Input data

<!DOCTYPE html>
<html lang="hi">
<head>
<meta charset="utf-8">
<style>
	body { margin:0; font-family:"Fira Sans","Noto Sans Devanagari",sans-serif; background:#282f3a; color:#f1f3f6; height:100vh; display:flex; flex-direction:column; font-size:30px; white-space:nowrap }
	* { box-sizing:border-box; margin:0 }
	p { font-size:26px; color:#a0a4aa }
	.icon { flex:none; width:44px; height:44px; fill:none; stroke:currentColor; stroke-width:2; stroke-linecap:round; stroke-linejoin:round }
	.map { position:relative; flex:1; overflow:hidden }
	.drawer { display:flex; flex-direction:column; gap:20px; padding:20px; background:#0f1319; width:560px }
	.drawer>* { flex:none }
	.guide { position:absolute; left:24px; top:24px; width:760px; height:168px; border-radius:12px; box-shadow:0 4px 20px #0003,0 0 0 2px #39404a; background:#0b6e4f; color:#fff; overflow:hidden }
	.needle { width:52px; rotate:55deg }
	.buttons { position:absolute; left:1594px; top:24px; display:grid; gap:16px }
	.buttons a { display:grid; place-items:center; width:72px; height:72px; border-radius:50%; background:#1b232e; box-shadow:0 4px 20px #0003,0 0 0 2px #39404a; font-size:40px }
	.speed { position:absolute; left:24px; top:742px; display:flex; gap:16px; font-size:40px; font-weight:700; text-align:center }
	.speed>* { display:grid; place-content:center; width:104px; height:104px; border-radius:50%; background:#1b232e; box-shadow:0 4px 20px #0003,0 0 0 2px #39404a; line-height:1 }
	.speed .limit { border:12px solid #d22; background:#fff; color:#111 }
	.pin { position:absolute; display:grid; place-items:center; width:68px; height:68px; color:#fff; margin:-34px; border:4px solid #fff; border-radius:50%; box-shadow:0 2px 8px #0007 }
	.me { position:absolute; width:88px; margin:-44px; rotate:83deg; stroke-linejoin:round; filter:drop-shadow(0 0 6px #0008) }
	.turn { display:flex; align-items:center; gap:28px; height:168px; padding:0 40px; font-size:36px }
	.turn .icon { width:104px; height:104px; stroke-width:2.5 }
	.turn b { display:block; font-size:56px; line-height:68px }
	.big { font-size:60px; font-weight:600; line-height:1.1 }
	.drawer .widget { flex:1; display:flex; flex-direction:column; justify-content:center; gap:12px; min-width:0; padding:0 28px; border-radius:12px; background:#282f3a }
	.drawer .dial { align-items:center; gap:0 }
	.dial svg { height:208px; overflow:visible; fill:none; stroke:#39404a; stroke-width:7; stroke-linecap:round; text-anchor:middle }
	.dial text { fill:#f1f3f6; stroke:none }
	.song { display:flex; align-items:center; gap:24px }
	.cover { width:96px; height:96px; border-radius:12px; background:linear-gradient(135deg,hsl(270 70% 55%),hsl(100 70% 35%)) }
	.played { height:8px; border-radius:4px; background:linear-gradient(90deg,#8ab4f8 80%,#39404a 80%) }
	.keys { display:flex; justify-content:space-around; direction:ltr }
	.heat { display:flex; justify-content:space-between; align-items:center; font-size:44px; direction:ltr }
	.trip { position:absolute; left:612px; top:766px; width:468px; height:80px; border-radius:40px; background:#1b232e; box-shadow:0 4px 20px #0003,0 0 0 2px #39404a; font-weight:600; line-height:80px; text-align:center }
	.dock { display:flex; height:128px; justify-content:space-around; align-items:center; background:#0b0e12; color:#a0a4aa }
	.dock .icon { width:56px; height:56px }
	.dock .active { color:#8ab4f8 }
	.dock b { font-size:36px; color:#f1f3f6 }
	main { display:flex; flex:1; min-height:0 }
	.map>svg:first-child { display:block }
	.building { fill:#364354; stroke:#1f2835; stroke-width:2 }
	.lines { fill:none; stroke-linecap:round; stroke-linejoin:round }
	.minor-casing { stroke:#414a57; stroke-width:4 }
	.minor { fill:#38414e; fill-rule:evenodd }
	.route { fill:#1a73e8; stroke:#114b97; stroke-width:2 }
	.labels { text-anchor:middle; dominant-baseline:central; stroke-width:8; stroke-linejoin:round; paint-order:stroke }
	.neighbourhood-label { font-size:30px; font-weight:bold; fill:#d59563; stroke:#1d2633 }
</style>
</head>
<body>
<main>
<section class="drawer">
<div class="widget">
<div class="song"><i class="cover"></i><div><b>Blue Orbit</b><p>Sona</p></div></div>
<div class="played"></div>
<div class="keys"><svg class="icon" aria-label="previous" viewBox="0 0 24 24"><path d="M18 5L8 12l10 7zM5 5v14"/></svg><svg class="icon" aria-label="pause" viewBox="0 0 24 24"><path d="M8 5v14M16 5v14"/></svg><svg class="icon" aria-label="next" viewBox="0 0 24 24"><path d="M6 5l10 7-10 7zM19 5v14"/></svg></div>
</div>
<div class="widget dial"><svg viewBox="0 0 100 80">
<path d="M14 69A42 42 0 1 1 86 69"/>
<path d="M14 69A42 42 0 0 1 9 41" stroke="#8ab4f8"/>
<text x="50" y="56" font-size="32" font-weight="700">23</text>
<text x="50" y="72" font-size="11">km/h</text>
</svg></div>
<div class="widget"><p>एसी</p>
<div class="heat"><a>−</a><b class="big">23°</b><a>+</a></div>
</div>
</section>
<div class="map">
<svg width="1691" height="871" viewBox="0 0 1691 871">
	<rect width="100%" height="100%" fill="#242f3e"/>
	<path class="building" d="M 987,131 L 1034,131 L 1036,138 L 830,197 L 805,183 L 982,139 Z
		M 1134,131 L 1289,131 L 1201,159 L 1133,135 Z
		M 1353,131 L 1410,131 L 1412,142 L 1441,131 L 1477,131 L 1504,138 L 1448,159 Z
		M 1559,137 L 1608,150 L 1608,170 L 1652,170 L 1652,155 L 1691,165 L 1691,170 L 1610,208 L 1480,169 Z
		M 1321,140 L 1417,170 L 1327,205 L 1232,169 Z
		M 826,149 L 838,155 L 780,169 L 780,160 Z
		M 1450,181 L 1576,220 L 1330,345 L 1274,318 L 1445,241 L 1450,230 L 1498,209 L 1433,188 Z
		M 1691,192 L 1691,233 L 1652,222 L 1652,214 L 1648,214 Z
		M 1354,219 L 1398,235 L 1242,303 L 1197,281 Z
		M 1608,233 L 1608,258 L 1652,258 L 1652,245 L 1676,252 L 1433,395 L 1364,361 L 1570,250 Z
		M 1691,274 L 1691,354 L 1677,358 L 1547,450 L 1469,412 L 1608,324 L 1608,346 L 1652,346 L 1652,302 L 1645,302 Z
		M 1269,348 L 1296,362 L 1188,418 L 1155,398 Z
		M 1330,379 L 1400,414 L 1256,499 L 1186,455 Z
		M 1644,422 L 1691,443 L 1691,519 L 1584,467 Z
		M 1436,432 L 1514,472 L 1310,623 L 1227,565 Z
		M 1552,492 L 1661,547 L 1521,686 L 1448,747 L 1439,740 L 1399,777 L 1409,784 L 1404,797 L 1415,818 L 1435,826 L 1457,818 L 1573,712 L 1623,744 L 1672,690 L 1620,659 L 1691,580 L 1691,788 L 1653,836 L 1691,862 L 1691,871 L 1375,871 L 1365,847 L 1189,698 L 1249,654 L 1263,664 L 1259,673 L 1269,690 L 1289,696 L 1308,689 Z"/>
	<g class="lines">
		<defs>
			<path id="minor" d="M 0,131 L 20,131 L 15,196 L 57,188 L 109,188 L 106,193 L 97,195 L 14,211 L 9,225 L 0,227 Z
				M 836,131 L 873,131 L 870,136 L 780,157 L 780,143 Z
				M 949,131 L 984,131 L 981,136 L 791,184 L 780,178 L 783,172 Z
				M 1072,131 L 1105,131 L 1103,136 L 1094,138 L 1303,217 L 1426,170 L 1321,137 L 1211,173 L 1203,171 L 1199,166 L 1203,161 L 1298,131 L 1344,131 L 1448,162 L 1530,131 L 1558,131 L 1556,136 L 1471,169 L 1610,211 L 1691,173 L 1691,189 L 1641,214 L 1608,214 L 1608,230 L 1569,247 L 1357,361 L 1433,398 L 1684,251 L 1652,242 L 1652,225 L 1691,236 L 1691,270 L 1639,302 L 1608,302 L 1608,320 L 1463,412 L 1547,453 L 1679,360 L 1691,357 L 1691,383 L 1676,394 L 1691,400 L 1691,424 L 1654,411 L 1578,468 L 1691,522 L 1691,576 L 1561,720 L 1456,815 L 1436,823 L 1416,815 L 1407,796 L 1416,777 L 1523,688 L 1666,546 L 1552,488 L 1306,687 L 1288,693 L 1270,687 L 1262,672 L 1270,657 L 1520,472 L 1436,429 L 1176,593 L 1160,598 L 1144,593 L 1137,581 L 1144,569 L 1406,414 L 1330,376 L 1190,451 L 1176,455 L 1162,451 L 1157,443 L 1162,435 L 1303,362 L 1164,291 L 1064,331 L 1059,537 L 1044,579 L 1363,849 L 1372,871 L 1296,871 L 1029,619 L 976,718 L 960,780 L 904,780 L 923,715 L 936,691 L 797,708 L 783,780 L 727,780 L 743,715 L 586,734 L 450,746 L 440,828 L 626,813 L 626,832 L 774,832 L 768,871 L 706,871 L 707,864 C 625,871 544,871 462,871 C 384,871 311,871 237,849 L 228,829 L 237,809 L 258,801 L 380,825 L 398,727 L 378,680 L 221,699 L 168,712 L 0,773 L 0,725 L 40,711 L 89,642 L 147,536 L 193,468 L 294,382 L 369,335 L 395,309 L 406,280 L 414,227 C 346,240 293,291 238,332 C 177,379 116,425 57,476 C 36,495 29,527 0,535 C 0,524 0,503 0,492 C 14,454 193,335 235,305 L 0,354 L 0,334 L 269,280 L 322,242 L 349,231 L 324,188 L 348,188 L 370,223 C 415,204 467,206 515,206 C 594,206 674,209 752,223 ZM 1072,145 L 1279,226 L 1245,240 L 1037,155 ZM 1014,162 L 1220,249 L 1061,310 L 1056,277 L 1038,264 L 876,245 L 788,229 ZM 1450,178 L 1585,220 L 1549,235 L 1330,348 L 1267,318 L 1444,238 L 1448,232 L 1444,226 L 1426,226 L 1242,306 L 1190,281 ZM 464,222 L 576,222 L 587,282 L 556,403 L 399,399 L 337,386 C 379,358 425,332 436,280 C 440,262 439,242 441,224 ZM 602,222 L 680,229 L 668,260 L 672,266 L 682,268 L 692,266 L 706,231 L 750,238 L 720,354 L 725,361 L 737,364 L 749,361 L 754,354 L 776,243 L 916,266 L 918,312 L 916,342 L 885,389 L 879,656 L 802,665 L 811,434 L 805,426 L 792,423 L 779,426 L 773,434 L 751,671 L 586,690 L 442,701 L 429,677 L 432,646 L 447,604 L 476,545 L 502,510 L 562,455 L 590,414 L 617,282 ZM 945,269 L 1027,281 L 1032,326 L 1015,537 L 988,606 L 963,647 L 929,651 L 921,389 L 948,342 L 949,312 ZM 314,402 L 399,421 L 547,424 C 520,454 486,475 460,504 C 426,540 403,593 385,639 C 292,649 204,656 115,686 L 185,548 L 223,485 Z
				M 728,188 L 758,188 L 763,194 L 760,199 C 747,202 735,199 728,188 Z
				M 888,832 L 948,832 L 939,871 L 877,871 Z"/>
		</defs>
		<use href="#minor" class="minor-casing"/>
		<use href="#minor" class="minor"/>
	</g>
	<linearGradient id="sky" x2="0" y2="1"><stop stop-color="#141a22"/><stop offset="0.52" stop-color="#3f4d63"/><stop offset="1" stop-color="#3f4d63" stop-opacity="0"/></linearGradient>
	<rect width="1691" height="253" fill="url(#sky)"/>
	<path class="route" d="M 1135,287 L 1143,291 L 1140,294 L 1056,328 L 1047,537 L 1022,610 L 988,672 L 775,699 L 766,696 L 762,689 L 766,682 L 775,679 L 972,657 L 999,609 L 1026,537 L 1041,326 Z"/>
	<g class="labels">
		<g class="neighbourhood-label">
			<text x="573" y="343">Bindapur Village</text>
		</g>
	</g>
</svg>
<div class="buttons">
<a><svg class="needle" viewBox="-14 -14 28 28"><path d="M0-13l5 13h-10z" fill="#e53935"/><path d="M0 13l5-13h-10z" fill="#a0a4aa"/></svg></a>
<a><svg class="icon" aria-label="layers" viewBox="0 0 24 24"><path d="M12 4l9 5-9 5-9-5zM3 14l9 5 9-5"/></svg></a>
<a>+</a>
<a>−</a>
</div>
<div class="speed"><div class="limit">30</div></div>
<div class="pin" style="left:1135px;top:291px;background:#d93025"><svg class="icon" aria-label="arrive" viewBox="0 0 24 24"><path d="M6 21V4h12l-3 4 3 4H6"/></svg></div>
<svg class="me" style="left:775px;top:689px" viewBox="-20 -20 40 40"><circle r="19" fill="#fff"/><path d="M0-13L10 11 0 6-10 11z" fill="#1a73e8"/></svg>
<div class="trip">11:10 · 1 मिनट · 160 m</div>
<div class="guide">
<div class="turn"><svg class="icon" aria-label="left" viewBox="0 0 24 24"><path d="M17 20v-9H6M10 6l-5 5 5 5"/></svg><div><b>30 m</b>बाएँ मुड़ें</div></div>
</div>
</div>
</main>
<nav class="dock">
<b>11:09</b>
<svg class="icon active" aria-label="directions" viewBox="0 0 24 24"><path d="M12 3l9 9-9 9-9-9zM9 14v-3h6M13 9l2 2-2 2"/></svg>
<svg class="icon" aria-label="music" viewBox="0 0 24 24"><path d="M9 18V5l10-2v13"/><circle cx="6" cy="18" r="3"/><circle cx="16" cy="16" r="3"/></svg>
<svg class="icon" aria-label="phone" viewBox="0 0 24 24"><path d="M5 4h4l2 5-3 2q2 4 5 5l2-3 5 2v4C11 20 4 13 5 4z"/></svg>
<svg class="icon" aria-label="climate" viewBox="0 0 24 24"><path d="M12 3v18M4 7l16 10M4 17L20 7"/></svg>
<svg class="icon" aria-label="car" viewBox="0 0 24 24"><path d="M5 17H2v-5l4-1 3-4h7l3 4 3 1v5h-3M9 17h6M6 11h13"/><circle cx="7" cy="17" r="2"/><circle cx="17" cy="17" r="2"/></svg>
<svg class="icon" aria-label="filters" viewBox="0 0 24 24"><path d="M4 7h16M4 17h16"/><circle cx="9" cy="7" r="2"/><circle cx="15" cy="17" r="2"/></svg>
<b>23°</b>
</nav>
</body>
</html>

What you will do
Identify every line above with the string "cover" in it. Copy those lines.

Output for this exercise
	.cover { width:96px; height:96px; border-radius:12px; background:linear-gradient(135deg,hsl(270 70% 55%),hsl(100 70% 35%)) }
<div class="song"><i class="cover"></i><div><b>Blue Orbit</b><p>Sona</p></div></div>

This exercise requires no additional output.